No not the Mexican tortilla with cheese

The Salvadoran pan dulce

I feel connected to my heritage

It warms up my heart and makes the bruises of my people hurt less

When I hear the Salvadoran accent,

It reminds me that we are here

My accent is dormant in school

And exaggerated at home

I try to prove to my family that I still got it

That I still am Salvadoran

That I still speak as if I was born there

Being in the states with papers is a luxury for Salvadorans

Many of us are not able to

And the fear of being deported is greater

Because we’re greeted at El Salvador with rape, gang violence and police brutality

Because we have to cross three borders if we want to come back

But if we don’t

Then we stay in a home that is being

Destroyed by the anger of being invisible

Do you understand that I do not have the right to say I belong here?
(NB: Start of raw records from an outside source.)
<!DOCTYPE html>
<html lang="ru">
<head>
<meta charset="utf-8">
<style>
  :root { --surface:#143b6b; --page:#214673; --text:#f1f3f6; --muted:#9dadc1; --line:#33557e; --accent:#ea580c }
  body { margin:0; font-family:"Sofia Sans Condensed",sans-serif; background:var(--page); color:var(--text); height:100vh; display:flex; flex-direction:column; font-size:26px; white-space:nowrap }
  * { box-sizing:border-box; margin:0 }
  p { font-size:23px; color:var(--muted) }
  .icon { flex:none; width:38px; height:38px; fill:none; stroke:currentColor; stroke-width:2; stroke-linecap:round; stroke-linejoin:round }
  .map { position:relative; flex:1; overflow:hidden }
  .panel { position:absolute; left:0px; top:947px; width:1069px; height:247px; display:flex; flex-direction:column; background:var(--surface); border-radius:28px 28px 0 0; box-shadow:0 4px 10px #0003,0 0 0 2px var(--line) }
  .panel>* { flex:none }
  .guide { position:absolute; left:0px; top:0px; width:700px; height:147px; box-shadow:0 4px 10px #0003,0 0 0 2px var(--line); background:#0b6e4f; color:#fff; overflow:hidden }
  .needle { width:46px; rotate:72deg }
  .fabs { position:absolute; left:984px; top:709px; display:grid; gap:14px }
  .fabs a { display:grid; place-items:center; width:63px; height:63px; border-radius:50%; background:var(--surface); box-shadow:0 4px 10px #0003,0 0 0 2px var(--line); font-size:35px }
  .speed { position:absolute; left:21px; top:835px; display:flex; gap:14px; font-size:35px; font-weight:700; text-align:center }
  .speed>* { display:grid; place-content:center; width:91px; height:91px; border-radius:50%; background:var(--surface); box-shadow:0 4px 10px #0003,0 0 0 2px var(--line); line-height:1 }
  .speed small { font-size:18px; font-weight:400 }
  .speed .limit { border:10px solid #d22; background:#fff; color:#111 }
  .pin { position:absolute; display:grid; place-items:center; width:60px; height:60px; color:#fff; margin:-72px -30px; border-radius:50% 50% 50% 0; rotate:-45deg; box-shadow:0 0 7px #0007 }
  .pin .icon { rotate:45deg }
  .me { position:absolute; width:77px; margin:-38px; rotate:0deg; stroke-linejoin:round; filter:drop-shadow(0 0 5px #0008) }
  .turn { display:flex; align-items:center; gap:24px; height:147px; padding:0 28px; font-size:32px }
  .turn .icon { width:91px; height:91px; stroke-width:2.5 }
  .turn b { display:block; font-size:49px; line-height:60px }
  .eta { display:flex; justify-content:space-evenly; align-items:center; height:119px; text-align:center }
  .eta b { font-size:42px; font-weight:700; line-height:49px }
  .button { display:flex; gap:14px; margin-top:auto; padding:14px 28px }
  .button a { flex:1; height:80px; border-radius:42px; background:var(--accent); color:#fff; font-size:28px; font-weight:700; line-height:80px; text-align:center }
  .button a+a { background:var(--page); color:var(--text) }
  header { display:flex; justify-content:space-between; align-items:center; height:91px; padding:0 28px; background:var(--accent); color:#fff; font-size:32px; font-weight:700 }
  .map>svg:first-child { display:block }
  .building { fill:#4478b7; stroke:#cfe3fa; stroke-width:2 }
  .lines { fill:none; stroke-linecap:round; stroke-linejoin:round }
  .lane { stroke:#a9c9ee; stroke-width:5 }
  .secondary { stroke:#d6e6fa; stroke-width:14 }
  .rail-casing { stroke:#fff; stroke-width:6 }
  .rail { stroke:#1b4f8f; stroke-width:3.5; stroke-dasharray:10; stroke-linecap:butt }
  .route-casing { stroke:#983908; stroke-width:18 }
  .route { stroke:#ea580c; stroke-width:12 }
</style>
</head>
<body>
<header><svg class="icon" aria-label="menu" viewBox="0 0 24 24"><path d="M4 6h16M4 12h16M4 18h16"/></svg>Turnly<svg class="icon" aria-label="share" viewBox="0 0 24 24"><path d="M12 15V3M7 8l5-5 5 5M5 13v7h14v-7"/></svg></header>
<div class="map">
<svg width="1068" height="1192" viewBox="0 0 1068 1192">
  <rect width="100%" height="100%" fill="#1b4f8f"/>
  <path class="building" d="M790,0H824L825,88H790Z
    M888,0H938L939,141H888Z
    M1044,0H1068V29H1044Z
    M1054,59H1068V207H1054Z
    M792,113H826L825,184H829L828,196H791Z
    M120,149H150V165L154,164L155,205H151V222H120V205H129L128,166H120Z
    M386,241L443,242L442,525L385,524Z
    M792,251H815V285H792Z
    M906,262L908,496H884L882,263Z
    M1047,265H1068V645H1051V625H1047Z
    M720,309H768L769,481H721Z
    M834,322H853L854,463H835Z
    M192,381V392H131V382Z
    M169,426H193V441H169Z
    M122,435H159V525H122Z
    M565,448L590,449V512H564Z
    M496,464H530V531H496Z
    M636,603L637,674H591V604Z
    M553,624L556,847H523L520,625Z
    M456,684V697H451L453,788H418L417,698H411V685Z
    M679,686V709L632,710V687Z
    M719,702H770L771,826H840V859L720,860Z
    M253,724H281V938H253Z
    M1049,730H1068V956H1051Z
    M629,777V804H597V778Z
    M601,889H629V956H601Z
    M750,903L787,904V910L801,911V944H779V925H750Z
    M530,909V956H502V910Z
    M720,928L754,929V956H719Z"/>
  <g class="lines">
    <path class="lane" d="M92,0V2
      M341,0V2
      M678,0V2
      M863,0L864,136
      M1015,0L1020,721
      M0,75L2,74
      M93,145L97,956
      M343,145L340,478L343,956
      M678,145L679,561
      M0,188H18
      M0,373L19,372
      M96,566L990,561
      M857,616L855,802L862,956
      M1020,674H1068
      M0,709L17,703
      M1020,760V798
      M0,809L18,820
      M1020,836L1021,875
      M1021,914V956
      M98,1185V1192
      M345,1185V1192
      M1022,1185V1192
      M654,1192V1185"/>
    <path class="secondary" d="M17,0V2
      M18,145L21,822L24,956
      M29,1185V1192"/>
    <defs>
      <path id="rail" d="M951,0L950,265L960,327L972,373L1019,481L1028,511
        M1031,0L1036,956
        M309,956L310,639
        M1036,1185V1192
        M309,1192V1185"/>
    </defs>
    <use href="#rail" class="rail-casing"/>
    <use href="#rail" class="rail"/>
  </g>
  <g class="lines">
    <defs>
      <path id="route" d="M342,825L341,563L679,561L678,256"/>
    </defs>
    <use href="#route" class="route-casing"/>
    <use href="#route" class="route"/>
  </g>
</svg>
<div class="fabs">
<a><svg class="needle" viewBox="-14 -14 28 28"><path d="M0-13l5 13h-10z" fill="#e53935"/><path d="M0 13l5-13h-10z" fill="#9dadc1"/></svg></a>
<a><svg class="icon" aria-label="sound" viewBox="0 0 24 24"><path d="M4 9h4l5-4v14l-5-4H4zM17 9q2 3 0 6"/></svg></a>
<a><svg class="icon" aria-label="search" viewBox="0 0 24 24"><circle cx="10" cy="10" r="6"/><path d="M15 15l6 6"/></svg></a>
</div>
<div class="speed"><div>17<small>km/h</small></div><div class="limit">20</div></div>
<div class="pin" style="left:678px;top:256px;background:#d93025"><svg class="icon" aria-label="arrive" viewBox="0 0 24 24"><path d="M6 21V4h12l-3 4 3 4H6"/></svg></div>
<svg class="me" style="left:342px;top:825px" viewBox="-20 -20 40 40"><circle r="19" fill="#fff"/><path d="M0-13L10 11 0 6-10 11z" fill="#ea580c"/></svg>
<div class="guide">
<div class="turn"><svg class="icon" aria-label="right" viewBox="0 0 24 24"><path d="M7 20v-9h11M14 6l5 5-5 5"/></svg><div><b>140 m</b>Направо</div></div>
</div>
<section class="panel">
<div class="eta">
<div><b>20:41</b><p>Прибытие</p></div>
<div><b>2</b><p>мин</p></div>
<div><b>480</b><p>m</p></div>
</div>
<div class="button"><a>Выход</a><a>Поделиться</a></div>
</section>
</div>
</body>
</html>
To say that the United States stole my lands?

To say that this was my home once?

That the border crossed us?

Is it wrong for me to feel mad that Trump did not say Latinxs instead of Mexicans?

I used to be mad at Salvadorans for not being proud and proclaiming their ethnicity

For not proclaiming their love of Cumbia

For not being proud when finishing a pan con pollo before the pan gets soggy from the salsa

For not being visible

For not acknowledge our survival

We survived a 12-year civil war that killed 75,000 Salvadorans

A war that was fought between a guerrilla group and a U.S.-trained, U.S.-backed military regime

I owe my being here to the guerrilla

To the 35% of women in the guerrilla that fought for me and my family

But no one else knows this

No one else cares

No one else sees my heart break when people do not appreciate at least my food

Fuck at least ask me why I want to cry when people call me Mexican

I’m tired of being generalized

I don’t want to be an “honorary Mexican”

I don’t want to be “basically Mexican” because I have mostly Mexican friends

There was a point in my life when I wanted to

When that’s what I wished for

 I wanted assimilate into Mexican culture

To stop being made fun of

To stop the looks of confusion when I said “cipota” or “pajilla” or “bicho”

You don’t see the bruises of my people that continue to scar my body

I do not have the privilege of being surrounded in a community of Salvadorans

And because we are invisible to the world and the U.S.

Most of us when we make it in this country

We don’t want to look back

I refuse to be ashamed of speaking with my accent

I refuse to have my histories ignored

I will continue to write every paper on El Salvador

I will continue to wear my Salvadoran flag earrings

I rather cry every day out of frustration than to ever live with the bruises haunting me for not looking back to the place that let me be here in the first place

Rest in Power Maryori, thank you for your friendship, te extrano amiga.